== PROVIDED INFORMATION

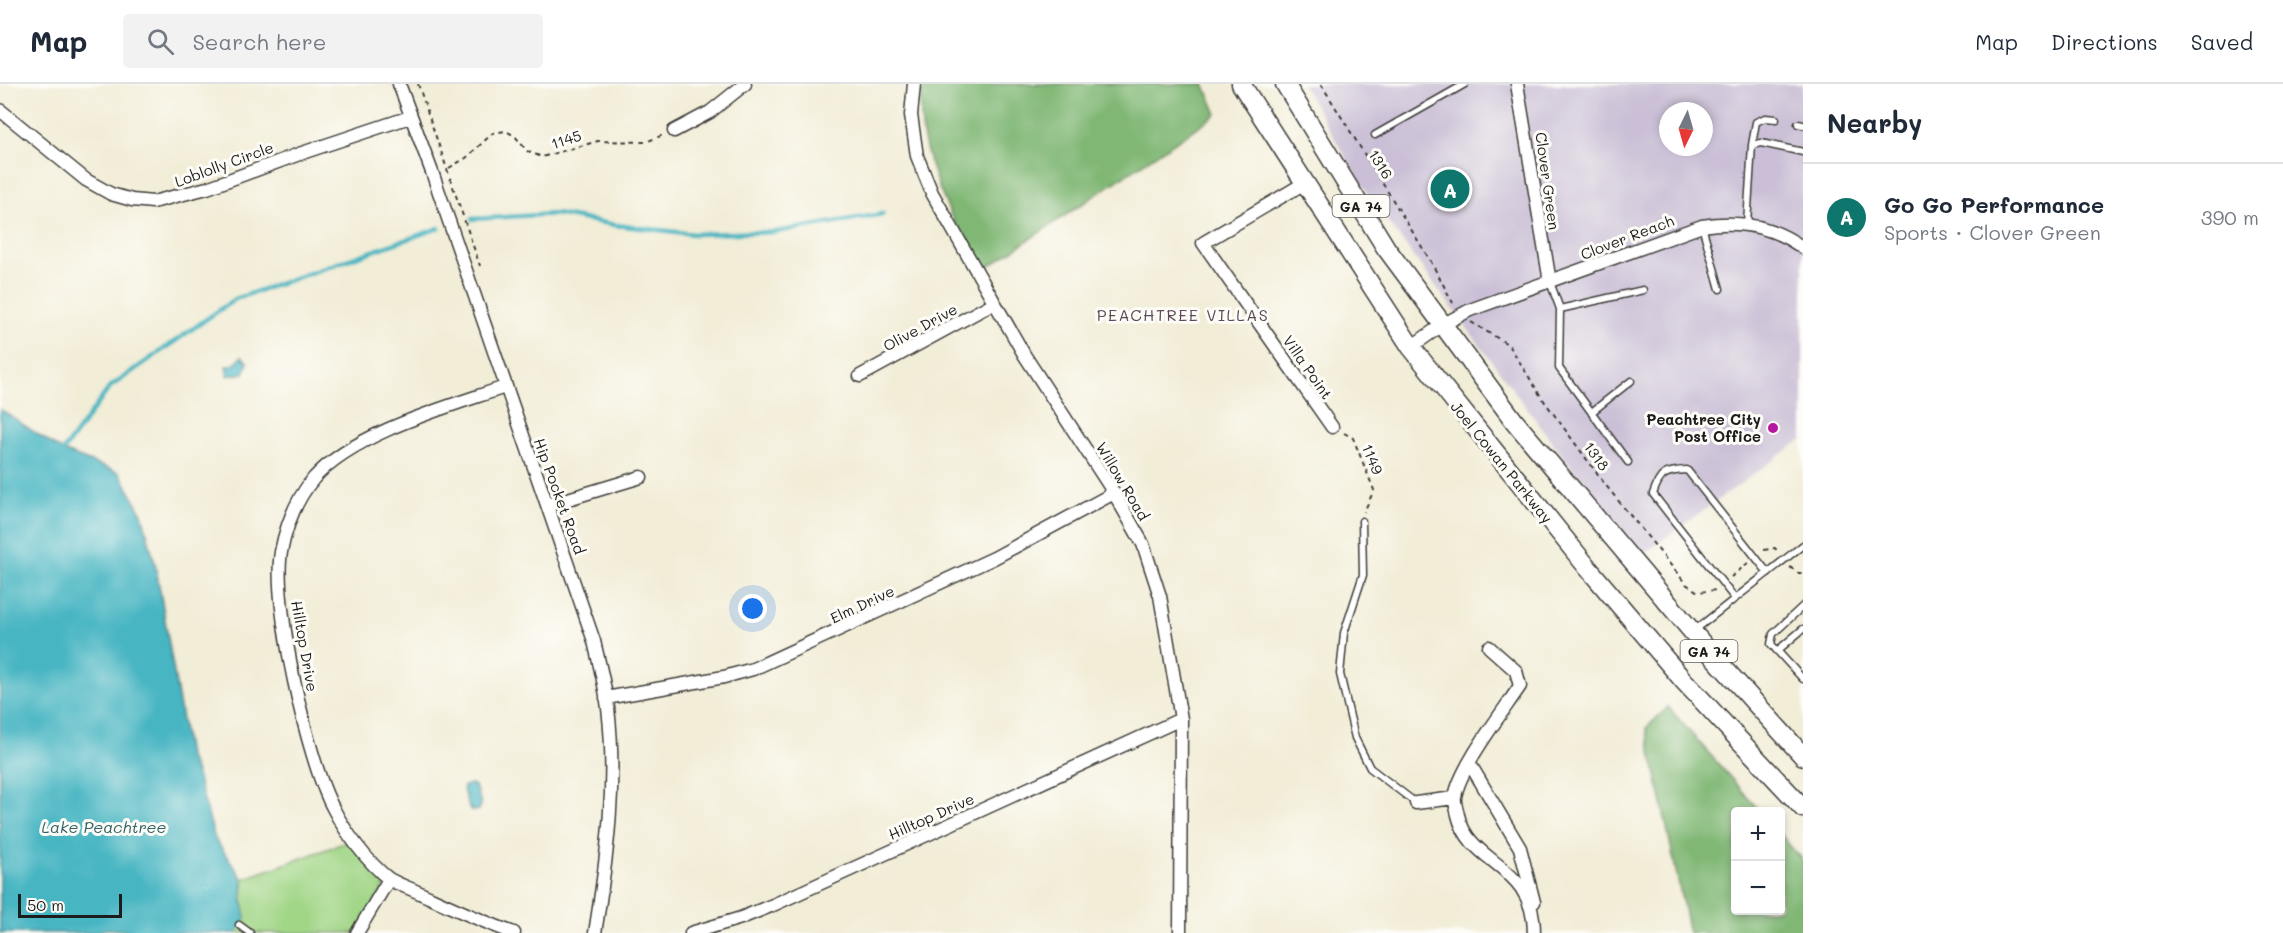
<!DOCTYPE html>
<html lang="en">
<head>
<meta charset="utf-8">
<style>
  :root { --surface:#fff; --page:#f2f2f3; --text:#1f2937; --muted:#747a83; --line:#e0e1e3; --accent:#0f766e }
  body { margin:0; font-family:Mali,sans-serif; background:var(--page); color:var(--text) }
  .controls { position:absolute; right:18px; bottom:18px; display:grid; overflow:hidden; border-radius:6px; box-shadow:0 3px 9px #0003 }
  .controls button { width:54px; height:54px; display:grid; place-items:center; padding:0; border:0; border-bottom:2px solid var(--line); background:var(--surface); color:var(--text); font:30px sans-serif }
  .compass { position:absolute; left:1659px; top:18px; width:54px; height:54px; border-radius:50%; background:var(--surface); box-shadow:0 3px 9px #0003; rotate:185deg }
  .scale { position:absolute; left:18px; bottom:15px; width:104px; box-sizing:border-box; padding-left:6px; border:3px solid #1c1c1c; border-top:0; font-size:16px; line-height:21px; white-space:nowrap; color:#1c1c1c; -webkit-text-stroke:4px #fdfcf7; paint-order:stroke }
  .you { position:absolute; left:753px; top:525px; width:21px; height:21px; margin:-15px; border:4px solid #fff; border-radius:50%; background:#1a73e8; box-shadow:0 0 0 9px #1a73e833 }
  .badge { display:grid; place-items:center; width:39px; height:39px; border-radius:50%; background:var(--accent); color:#fff; font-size:20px; font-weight:700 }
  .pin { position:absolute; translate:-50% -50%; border:3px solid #fff; box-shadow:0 2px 6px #0006 }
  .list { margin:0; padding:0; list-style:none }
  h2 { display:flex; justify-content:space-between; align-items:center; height:78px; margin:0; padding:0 24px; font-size:26px }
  h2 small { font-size:20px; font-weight:400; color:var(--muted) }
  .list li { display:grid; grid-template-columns:39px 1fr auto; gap:18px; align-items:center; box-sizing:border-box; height:108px; padding:0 24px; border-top:2px solid var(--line) }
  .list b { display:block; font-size:22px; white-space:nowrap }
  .list p { margin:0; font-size:20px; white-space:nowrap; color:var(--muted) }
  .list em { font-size:20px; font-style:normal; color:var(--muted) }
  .icon { flex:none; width:33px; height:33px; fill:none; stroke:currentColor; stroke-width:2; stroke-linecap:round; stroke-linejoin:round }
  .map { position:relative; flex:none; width:1803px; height:849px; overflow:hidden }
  header { display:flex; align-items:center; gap:36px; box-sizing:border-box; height:84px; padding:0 30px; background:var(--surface); border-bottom:2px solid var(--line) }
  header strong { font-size:28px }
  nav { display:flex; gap:33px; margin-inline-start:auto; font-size:21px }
  .search { width:420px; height:54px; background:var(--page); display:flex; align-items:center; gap:15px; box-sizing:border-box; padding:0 21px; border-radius:6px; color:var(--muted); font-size:22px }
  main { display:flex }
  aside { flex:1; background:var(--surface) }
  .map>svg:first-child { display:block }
</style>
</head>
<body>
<header>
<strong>Map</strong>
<div class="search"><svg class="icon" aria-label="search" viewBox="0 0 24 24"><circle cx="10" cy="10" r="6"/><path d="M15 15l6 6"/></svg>Search here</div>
<nav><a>Map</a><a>Directions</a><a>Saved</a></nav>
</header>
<main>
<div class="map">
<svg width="1803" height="849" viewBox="0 0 1803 849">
  <rect width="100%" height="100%" fill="#fdfcf7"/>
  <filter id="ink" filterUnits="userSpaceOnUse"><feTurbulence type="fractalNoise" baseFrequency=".0167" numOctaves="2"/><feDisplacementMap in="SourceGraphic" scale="12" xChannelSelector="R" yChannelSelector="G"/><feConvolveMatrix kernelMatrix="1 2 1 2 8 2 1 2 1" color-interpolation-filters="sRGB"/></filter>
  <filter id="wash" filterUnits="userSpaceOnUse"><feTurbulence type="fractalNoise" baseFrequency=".008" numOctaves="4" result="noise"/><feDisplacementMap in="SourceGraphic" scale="24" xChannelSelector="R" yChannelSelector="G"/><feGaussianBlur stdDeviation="1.35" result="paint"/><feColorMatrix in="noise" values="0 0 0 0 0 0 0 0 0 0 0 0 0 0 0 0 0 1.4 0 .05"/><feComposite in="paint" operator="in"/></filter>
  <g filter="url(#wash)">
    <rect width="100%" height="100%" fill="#f2edd7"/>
    <path fill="#cabfd6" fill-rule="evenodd" d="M 1302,0 L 1803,0 L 1803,355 L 1643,470 L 1588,406 L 1370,114 ZM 1668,27 L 1704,27 L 1704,63 L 1668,63 Z"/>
    <path fill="#a1d687" stroke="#5e7952" stroke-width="1.5" d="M 352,756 L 389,795 L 357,849 L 237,849 L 243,818 L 243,795 Z"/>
    <path fill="#80b774" stroke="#4e6a48" stroke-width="1.5" d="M 921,0 L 1204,0 L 1217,30 L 982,187 C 956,145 933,100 923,51 C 920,35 921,17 921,0 Z
      M 1668,623 L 1760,727 L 1736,728 L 1736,826 L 1780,826 L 1781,751 L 1803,777 L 1803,849 L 1689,849 L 1646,644 Z"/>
    <path fill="#47b5c2" stroke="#32686f" stroke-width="1.5" d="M 242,272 L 248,279 L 244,289 L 228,292 L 226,282 L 235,280 Z
      M 0,325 L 63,367 L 120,389 L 142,430 L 156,483 L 188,671 L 196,688 L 215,755 L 243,795 L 242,813 L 246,834 L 237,849 L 150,849 L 107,845 L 93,849 L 0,849 Z
      M 471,700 L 475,702 L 481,719 L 479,726 L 473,727 L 469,724 L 463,706 L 464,702 Z"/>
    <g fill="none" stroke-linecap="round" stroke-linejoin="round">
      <path stroke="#47b5c2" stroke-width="4.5" d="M 472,135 L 556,130 L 615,141 L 694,150 L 775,148 L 883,130
        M 63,367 L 110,303 L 235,215 L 439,144"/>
    </g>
  </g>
  <g filter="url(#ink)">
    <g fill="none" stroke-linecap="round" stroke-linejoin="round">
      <g stroke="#3c3b38" stroke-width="9">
        <path id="lane" d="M 1798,40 L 1803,41
          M 1375,51 L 1465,0
          M 1752,61 L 1756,38 L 1765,34 L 1776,35
          M 1747,140 L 1752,61 L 1761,59 L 1803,68
          M 1702,142 L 1720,205
          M 1550,198 L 1560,225 L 1559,284 L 1628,378
          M 1560,225 L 1643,206
          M 1593,327 L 1631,297
          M 1362,437 L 1363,491 L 1344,549 L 1340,590 L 1355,654 L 1370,684 L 1416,719
          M 1735,515 L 1653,410 C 1660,389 1665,387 1687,386 L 1768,489
          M 1803,522 L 1773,550 L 1771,560 L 1803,595
          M 1695,546 L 1803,461
          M 1777,567 L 1803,545
          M 239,841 L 250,849"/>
      </g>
      <g stroke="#3c3b38" stroke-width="15">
        <path id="street" d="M 399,0 L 432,88 L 594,557 C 599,579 605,601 608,624 C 617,699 607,775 595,849
          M 914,0 L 911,31 L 917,72 L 932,109 L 1025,272 L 1114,409 L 1143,460 L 1160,512 L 1181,635 L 1180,849
          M 1517,0 L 1550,198
          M 0,26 L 86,96 L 111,110 L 132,116 L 153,118 L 207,104 L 302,69 L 410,33
          M 674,47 L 710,28 L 745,0
          M 1303,100 L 1203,159 L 1332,343
          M 1411,263 L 1442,241 L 1470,226 L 1702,142 C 1738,136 1773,142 1803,164
          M 860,292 L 994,219
          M 505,303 C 448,323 355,348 314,394 C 297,414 286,442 281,468 C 272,519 308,678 333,724 C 345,748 368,779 389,795 C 399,801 412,805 422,810 C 453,824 483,838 514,849
          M 548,421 L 641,393
          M 1489,563 L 1516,587 L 1520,602 C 1502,629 1460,683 1455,713 C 1454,718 1457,726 1458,731 C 1470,783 1534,778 1534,849
          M 606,614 L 724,593 L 753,585 L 994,474 L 1114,409
          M 1470,680 L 1520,764 L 1534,818
          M 1416,719 L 1454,714
          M 357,849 L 389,795
          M 691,849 L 741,834 L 773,821 L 1181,635"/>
      </g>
      <g stroke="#3c3b38" stroke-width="21">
        <path id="primary" d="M 1241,0 L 1411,263 L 1588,484 L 1683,596 L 1803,724
          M 1285,0 L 1386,164 L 1515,338 L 1712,571 L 1803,672"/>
      </g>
      <path stroke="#3c3b38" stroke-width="2" stroke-dasharray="4.5 4.5" stroke-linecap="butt" d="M 418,0 L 480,182
        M 1321,0 L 1430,176 L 1453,219
        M 449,84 L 466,74 L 493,49 L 506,47 L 515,52 L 527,67 L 542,73 L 598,57 L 646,58 L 663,51
        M 1471,238 L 1509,261 L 1542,314 L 1604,399 L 1686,500 L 1698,508 L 1716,506
        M 1344,349 L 1353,354 L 1374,406 L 1364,428
        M 1764,466 L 1775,464 L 1779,469
        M 1790,483 L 1798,489 L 1803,489
        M 1731,493 L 1748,479"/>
      <use href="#lane" stroke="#fff" stroke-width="6"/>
      <use href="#street" stroke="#fff" stroke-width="12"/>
      <use href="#primary" stroke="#fff" stroke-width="18"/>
    </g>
  </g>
  <circle fill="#b5179e" stroke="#fdfcf7" stroke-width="2" cx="1773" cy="344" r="6"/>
  <g text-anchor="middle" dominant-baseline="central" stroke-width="6" stroke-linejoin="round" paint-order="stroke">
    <g fill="#fdfcf7" stroke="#605f5e" stroke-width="1.5">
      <rect x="1332.5" y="111" width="57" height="22" rx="4.5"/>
      <rect x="1680.5" y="556" width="57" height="22" rx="4.5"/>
    </g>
    <g font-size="14" font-weight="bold" fill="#1c1c1c">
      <text x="1361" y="122">GA 74</text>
      <text x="1709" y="567">GA 74</text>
    </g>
    <g font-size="15" fill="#1c1c1c" stroke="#fdfcf7">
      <text transform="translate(566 55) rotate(-18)">1145</text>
      <text transform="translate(224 80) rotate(-20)">Loblolly Circle</text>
      <text transform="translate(1381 80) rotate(58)">1316</text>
      <text transform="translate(1548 97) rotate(82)">Clover Green</text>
      <text transform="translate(1627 153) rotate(-21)">Clover Reach</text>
      <text transform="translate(920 243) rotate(-29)">Olive Drive</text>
      <text transform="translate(1308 283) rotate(55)">Villa Point</text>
      <text transform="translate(1597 372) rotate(54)">1318</text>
      <text transform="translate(1373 375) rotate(68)">1149</text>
      <text transform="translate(1502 378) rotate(51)">Joel Cowan Parkway</text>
      <text transform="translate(1123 397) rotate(59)">Willow Road</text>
      <text transform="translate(560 412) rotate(70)">Hip Pocket Road</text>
      <text transform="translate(862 520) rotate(-25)">Elm Drive</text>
      <text transform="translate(305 562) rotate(80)">Hilltop Drive</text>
      <text transform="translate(931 732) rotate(-24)">Hilltop Drive</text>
    </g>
    <g font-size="15" font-weight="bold" fill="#1c1c1c" stroke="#fdfcf7" text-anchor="end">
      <text x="1761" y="335">Peachtree City<tspan x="1761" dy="17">Post Office</tspan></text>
    </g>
    <g font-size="16" letter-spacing="1.5" fill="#5c4a58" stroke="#fdfcf7">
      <text x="1183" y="230">PEACHTREE VILLAS</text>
    </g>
    <g font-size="16" font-style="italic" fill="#2f6167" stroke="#fdfcf7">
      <text x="104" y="742">Lake Peachtree</text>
    </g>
  </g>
</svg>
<div class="controls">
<button>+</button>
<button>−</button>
</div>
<svg class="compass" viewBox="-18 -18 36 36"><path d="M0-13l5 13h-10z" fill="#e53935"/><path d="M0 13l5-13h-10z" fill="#747a83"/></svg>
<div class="scale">50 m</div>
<div class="you"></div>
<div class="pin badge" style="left:1450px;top:105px">A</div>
</div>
<aside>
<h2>Nearby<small></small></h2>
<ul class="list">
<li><span class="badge">A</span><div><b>Go Go Performance</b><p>Sports · Clover Green</p></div><em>390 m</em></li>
</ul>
</aside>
</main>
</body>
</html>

====

PROBLEM STATEMENT »
Look through the material above and print exactly the lines from the one containing "display:grid; grid-template-columns:39px 1fr" to the one containing "flex:none; width:33px; height:33px;", both included, and nothing more.

ANSWER SPACE »
  .list li { display:grid; grid-template-columns:39px 1fr auto; gap:18px; align-items:center; box-sizing:border-box; height:108px; padding:0 24px; border-top:2px solid var(--line) }
  .list b { display:block; font-size:22px; white-space:nowrap }
  .list p { margin:0; font-size:20px; white-space:nowrap; color:var(--muted) }
  .list em { font-size:20px; font-style:normal; color:var(--muted) }
  .icon { flex:none; width:33px; height:33px; fill:none; stroke:currentColor; stroke-width:2; stroke-linecap:round; stroke-linejoin:round }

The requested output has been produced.